Spiral slot stackers are used for example in sheet testing and sorting apparatuses in which stack of sheets, for example bundles of bank notes, are first singled, subsequently guided through a sensor system for testing purposes and finally stacked in different stacks by means of spiral slot stackers. The function of the spiral slot stackers is to slow down the arriving single sheets by deflecting them into a spiral-shaped path before their final stacking. In most cases of application it is uncritical if not every slot of the stacking wheel receives a sheet or a slot receives more than one sheet by way of exception during stacking.
However, one must make sure the sheets do not collide with a partition separating the slots at the moment of its delivery to the stacking wheel. The leading edge of a sheet should therefore be supplied to the stacking wheel at an ideal input point between two partitions in order to ensure collision-free and complete feed of the sheet into a slot. Since the sheets are not always fed into the stacking wheel at a synchronous time interval due to slip in the transport system or due to different sheet formats, the problem of exact feed control poses itself regardless of whether the stacking wheel rotates intermittently or continuously. In both cases it is necessary to synchronize an asynchronous sheet feed and the rotating stacking wheel in such a way that each sheet is delivered into a slot of the stacking wheel completely and without collision.

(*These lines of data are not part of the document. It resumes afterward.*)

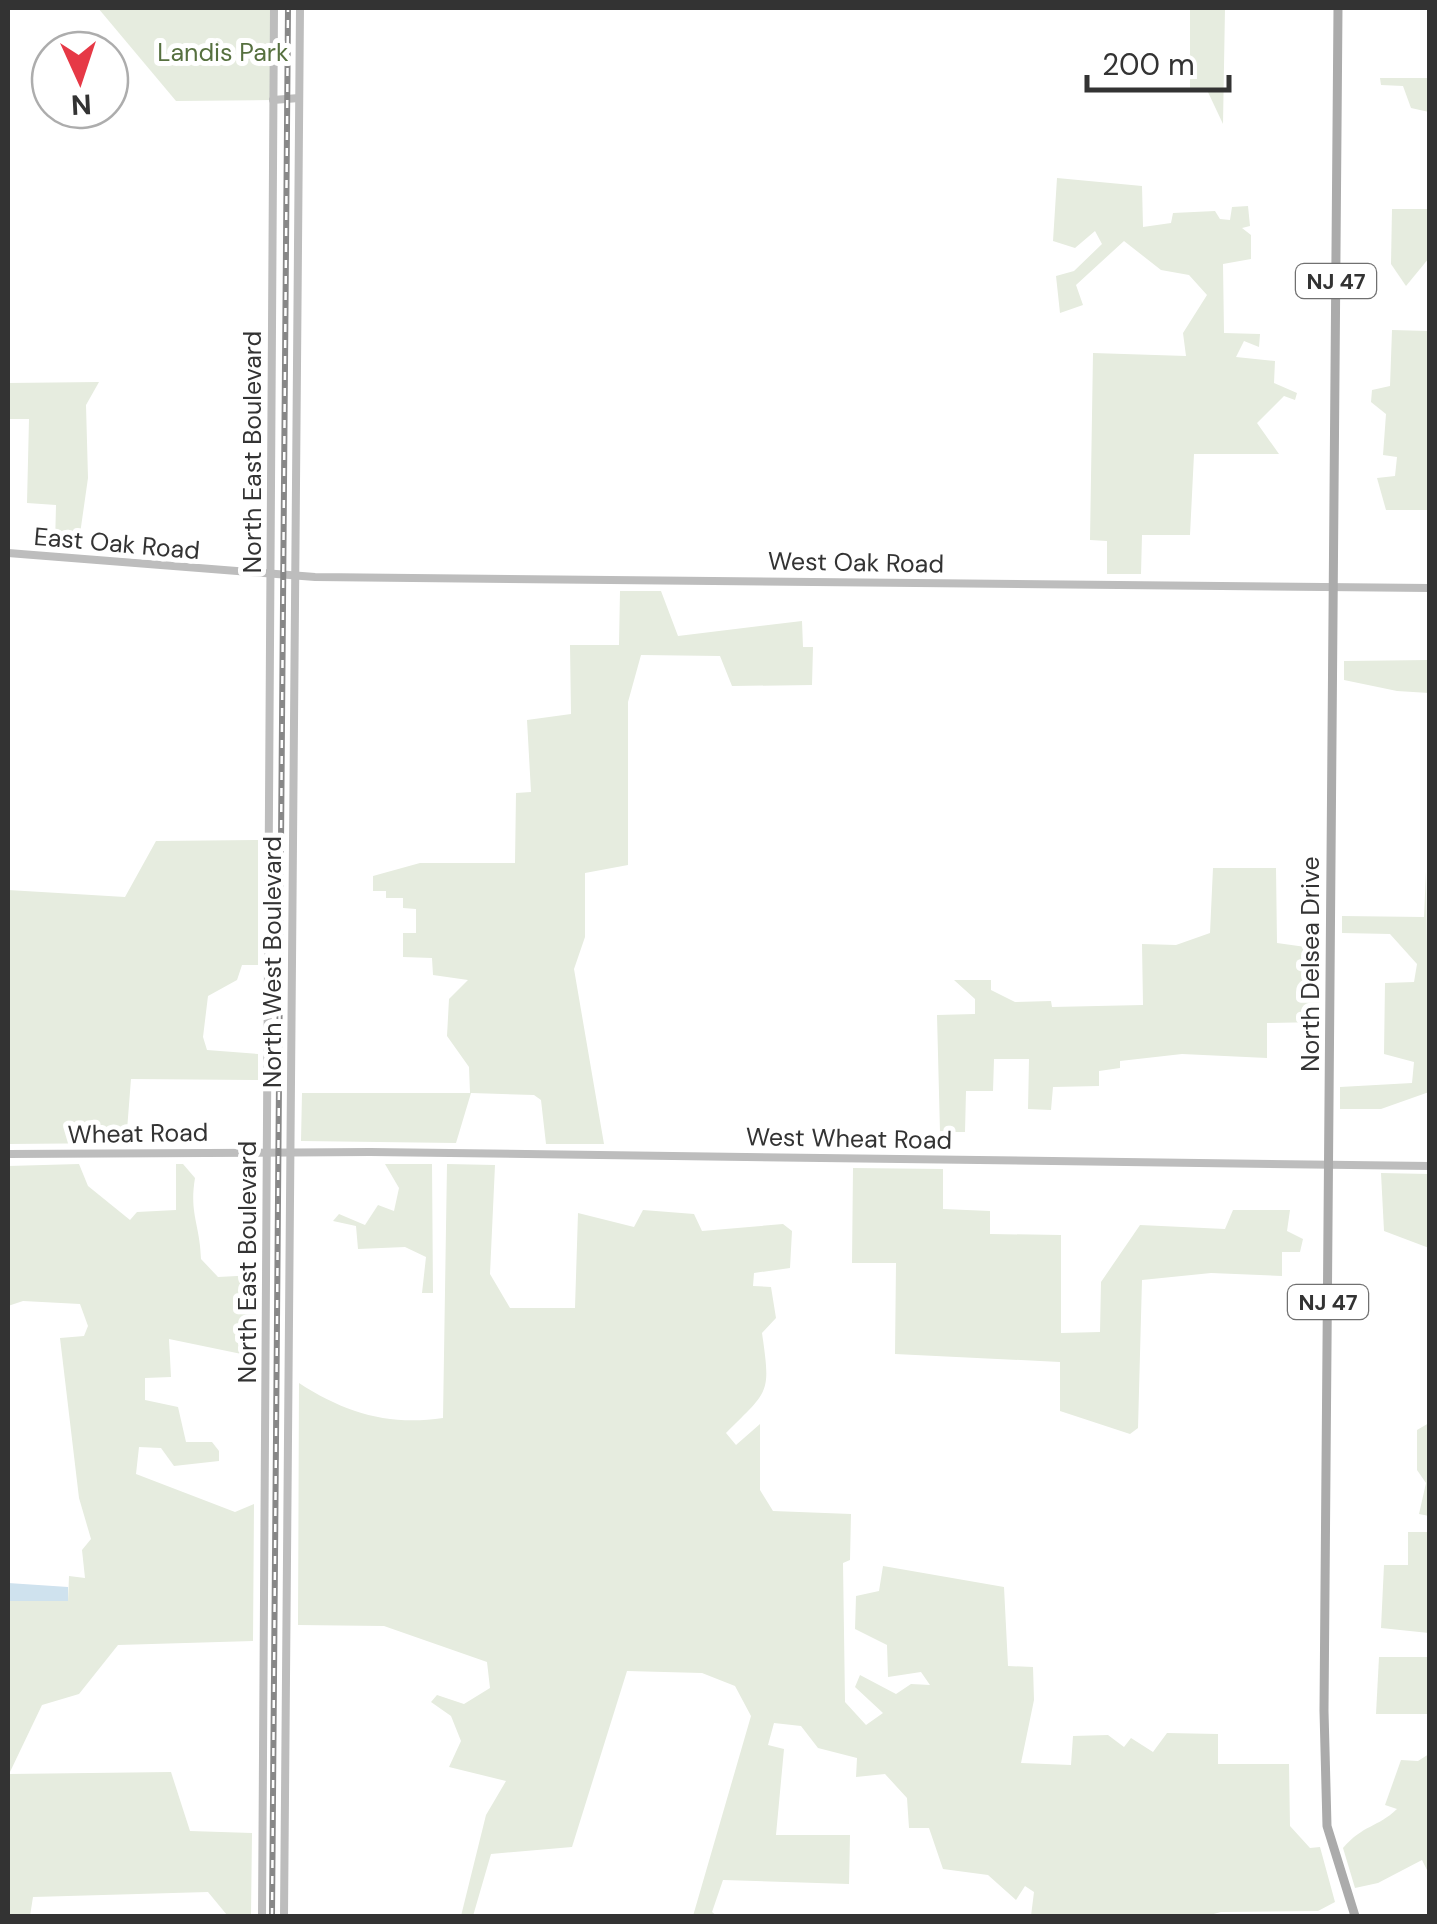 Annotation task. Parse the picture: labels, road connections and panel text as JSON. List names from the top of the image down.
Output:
{
  "streets": {
    "main road": [
      "NJ 47",
      "North East Boulevard",
      "East Oak Road",
      "West Oak Road",
      "North West Boulevard",
      "North Delsea Drive",
      "Wheat Road",
      "West Wheat Road"
    ]
  },
  "crossings": [
    ["North East Boulevard", "East Oak Road"],
    ["North East Boulevard", "Wheat Road"],
    ["North East Boulevard", "West Wheat Road"],
    ["East Oak Road", "West Oak Road"],
    ["West Oak Road", "North West Boulevard"],
    ["West Oak Road", "North Delsea Drive"],
    ["North West Boulevard", "West Wheat Road"],
    ["North Delsea Drive", "West Wheat Road"],
    ["Wheat Road", "West Wheat Road"]
  ],
  "parks": ["Landis Park"],
  "scale_bar": "200 m",
  "north": "bottom"
}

In DE 27 56 223 C2 it is proposed that one determine quantitatively the deviation of the individual sheet from its ideal position by means of a sensor at a given constant rotating speed of the stacking wheel and urge the leading sheet edge so far down by an amount proportional to the determined deviation by means of a finger at the moment of sheet delivery that the leading sheet edge is fed into the slot at the ideal sheet input point. Quantitative measurement of the position deviation is done at a distance before the delivery point so that sufficient time is available for influencing the leading sheet edge by individually deflecting the finger.
In GB 2 168 687 A and EP 0 082 195 B1 it is proposed that one influence not the leading sheet edge but the positioning of the stacking wheel by first detecting the leading edge of an approaching sheet at a certain distance before the delivery point and thereupon influencing the step speed of the stacking wheel briefly in dependence on the transport speed of the sheet such that the leading sheet edge is fed into a slot of the stacking wheel at the ideal input point.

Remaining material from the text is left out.